STEP 1 なぜむし歯ができるの?

むし歯になる原因!
ミュータンス菌って?

お口の中には ミュータンス菌 がいます。
このミュータンス菌が、食べかすなどに含まれる糖分を分解して酸性の物質をつくります。酸性の物質は歯を溶かしていき・・・これがむし歯の始まりです(=脱灰[だっかい])。歯の表面はとても硬いエナメル質でできていますが、内部にあるやわらかい象牙質まで進むと、どんどんと歯が溶けて、むし歯が大きくなっていきます。
丁寧に歯みがきやフロッシングをしても、食べかすや汚れは完全には取り除けません。
また、 バイオフィルム というミュータンス菌をはじめとする細菌のかたまりは、歯医者さんによるプロフェッショナルケアでなければ取り除けません。
お口の中は、常にミュータンス菌が酸性の物質をつくりやすい環境にある。つまり、 酸性になりやすい=むし歯ができやすい のです!

ミュータンス菌は酸を出して歯を溶かしていきます。
このまま放っておくと、むし歯につながります。

歯は自分で自分を治している?!

では、すぐにむし歯ができないのは、なぜでしょうか?
実は歯の表面は、ミュータンス菌が出す酸性の物質により表面が溶かされる脱灰とだ液が仲介するミネラル分による表面の修復=再石灰化[さいせっかいか]を繰り返しています。
簡単なイメージで言うと、歯は酸の攻撃で弱くなったところを、だ液の力を借りて、自分で自分を治しているのです。
ところが、

  • 「お口のケアが不十分であったり」
  • 「食事の回数が多かったり」
  • 「糖質の多い食べ物をよく摂取したり」
  • 「だ液があまり出なかっり」

・・・と、脱灰が再石灰化を上回る状態が続くと、修復が間に合わなくなってしまい、むし歯になるのです。

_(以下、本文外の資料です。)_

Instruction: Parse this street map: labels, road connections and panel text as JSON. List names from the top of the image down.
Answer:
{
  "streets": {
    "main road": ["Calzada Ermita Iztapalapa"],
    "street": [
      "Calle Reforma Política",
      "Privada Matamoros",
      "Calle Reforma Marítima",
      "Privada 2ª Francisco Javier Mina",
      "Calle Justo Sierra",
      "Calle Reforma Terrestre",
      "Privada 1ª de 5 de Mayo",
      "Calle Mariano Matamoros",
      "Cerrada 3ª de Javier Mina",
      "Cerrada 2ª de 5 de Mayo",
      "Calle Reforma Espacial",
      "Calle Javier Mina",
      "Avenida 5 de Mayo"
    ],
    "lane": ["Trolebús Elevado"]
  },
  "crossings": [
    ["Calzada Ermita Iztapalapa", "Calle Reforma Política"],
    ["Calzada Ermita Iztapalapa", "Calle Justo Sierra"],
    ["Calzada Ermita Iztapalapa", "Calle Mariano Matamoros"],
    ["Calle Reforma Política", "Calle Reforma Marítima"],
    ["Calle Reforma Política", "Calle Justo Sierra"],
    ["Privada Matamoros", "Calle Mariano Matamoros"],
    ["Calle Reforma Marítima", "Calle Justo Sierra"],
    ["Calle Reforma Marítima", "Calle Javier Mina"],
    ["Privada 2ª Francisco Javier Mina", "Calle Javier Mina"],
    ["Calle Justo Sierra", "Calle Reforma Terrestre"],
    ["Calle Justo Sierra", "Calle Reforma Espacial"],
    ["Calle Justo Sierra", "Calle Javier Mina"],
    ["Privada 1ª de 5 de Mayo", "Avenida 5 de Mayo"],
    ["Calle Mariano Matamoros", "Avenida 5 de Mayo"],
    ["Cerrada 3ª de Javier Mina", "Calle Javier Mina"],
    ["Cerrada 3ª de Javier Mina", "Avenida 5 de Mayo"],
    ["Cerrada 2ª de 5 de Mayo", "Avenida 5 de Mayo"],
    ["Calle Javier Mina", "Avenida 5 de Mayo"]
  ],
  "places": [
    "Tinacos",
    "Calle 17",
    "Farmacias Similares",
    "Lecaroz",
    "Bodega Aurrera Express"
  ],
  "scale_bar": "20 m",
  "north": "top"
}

この再石灰化を助けるのがフッ化物イオンです。フッ化物イオンは、むし歯予防に効果的な役割を果たします。
これについては、STEP2 「Giomerってなに?」 で詳しくお話します。

歯はいつも脱灰と再石灰化を繰り返しています。
むし歯にならないためには、
再石灰化が脱灰を上回る状態をつくることが大切です。

乳歯のむし歯は
放っておいても大丈夫?!

乳歯がむし歯になっても「乳歯が抜けて大人の歯(永久歯[えいきゅうし])が生えてくるから、痛くなければ放っておいて大丈夫」なんていうのは大間違い!!
たとえば、むし歯がひどくなると、歯の神経にまで細菌の汚染が進んで痛みが止まらなくなります。こうなると、痛みを伝えている歯の神経を取り除く治療(=抜髄)が必要です。
すると、抜髄ばつずいをした乳歯の後に生えようと準備していた永久歯は、「異常」を察知して、乳歯の下に奥深くに埋まったまま生えてこなかったり、本来生えるべき部分ではないところに生えてしまうことがあります。

永久歯がいつまで経っても生えてこない、歯並びが悪くて噛めない、歯がヘンなところに生えてきた・・・など、成長発達期に深刻な事態を招くことがあるので、乳歯のむし歯を放置するのは厳禁です!!

乳歯のむし歯には次のような特徴があるので、
ご家族の管理と歯科医院での定期健診を心がけてください。
  • 一度に多くの歯がう蝕に罹患する「多発性」
  • 乳歯は、エナメル・象牙質の厚みが永久歯の半分であり、単に脱灰だけでなく構成として有機成分が多いために酵素で分解が進むことが原因である「急進性」
  • 細かったり、複雑な形をした歯の溝など、むし歯になりやすい部分がある。
  • 早く生える歯からむし歯になりやすい年齢的変動が見られる。
  • 痛いのか、痛くないのかはっきりとわからず、お子様が「痛い」と家族に訴えてきたときには、歯の根の先までむし歯が進んでいるので、治療するには手遅れになってしまう場合が多い。